Billionaire Michael Bloomberg and President Obama heat up the convention in Philadelphia – with harsh attacks against The Donald and great praise for Hillary Clinton.
The billionaire takes on his billionaire colleague. And how. “I’m a New Yorker, and New Yorkers know a con when we see one,” he said to cheers from the audience. Michael Bloomberg, ex-mayor of the largest city in the United States, shouts to the delegates of the Democratic Convention, “Trump says he wants to run the nation like he’s run his business. God help us! Truth be told, the richest thing about Donald Trump is his hypocrisy.”
That pulls hundreds of listeners out of their folding seats in the Wells Fargo Center in Philadelphia. That’s what they want to hear from the stage in the front: harsh attacks against The Donald, whom they all consider a fraud and charlatan. And the speakers deliver as ordered. Leading the way is billionaire Bloomberg, afterward President Barack Obama. Bloomberg says first that Trump is a “dangerous demagogue,” and then Obama says there is a means against the populist: Hillary Clinton.
A week ago, Trump’s Republicans demonized the presidential candidate of the Democrats and made her responsible for all of the country’s problems.
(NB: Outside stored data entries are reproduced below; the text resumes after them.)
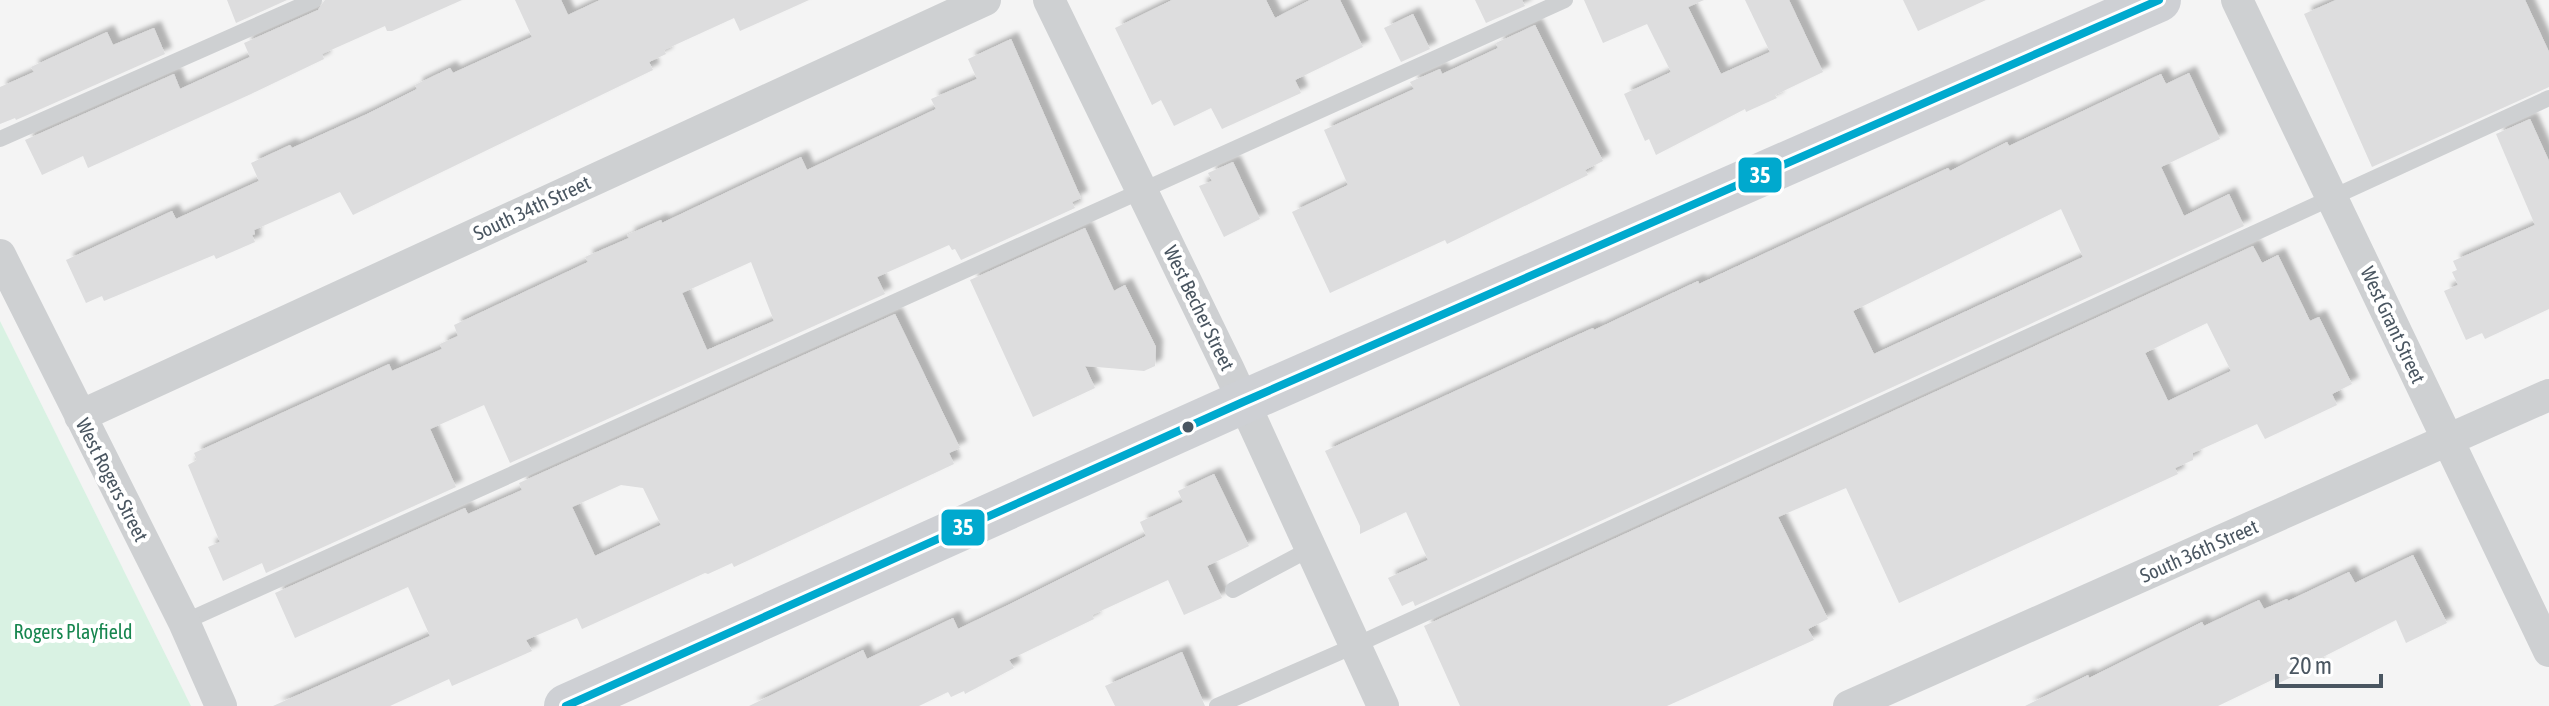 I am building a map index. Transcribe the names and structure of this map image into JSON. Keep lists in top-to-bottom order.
{
  "streets": {
    "street": [
      "South 34th Street",
      "West Becher Street",
      "West Grant Street",
      "West Rogers Street",
      "South 36th Street"
    ]
  },
  "crossings": [
    ["South 34th Street", "West Rogers Street"],
    ["West Grant Street", "South 36th Street"]
  ],
  "parks": ["Rogers Playfield"],
  "lines": ["transit line 35"],
  "scale_bar": "20 m"
} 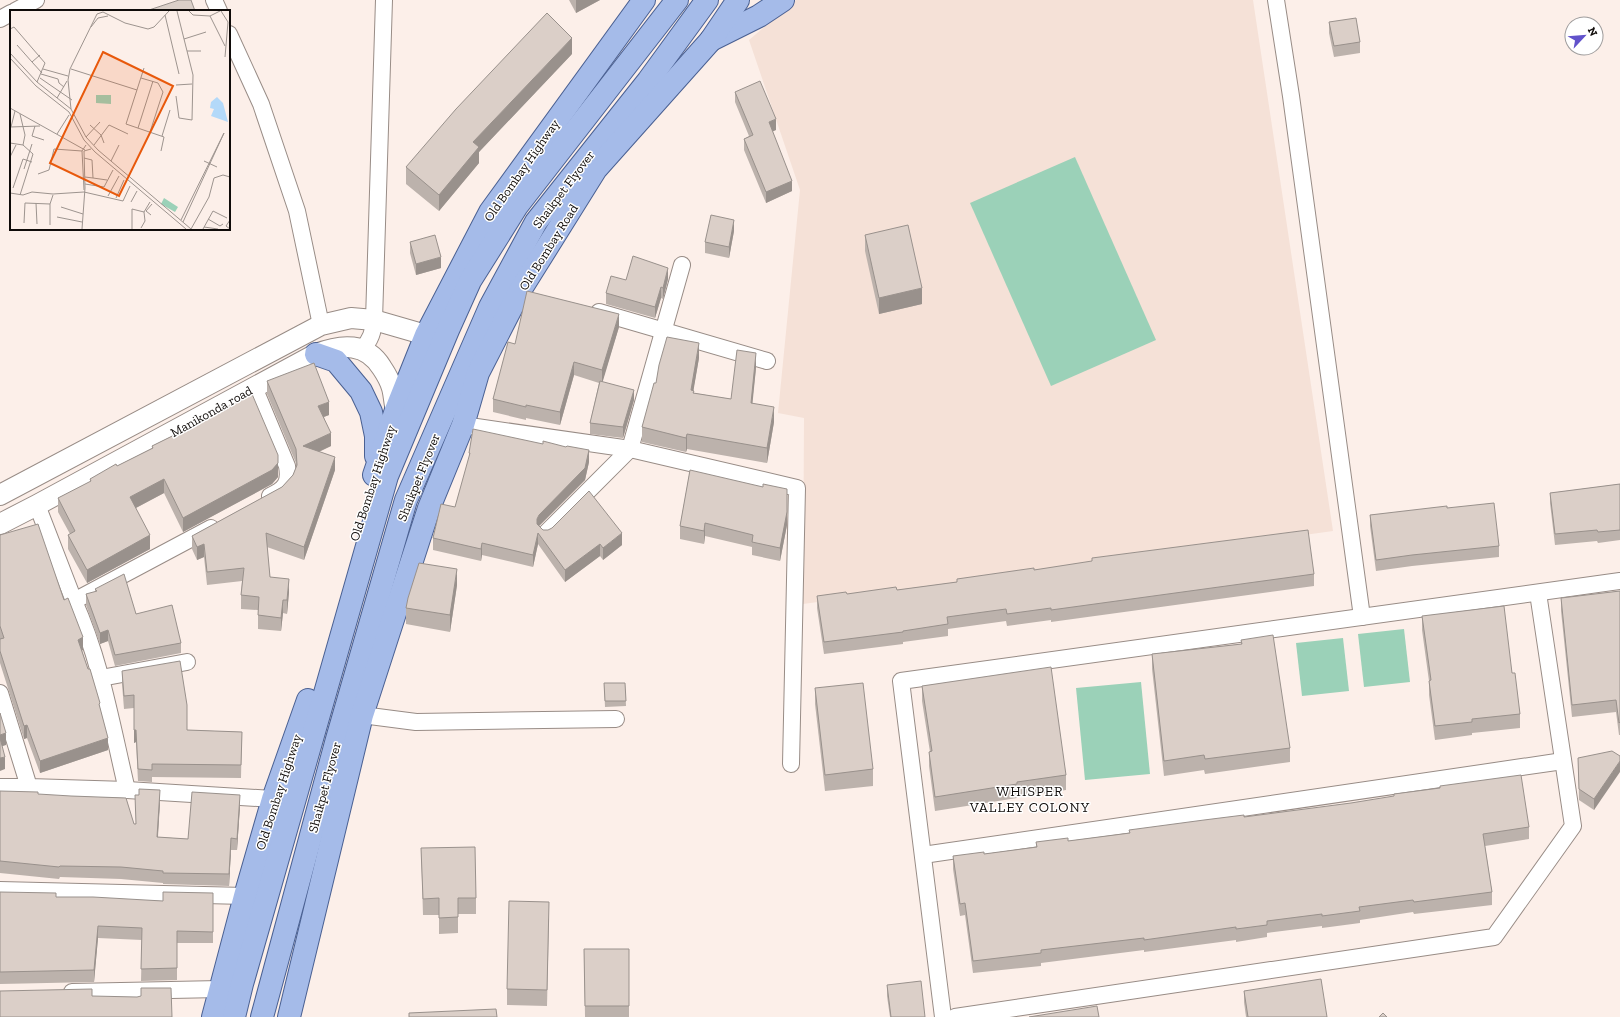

Now the Democrats are paying back in kind. Vice President Joe Biden said Trump has no plan, “Actually he has no clue period.” Trump, the New York speculator, neither has a clue about the needs of the middle class nor does he have an idea how to come to grips with terrorism. “That’s a bunch of malarkey,” Biden said. There is nothing but jubilation in the hall.
But Trump wouldn’t be Trump if he let himself be impressed by such attacks. To the contrary, he provokes further. Only hours before Obama’s appearance in Philadelphia, he holds a press conference in Florida and calls upon the Russian secret service to hack Clinton’s email. Later he claims not to have meant it that way, once again. The election campaign in the U.S. is becoming crazier and crazier.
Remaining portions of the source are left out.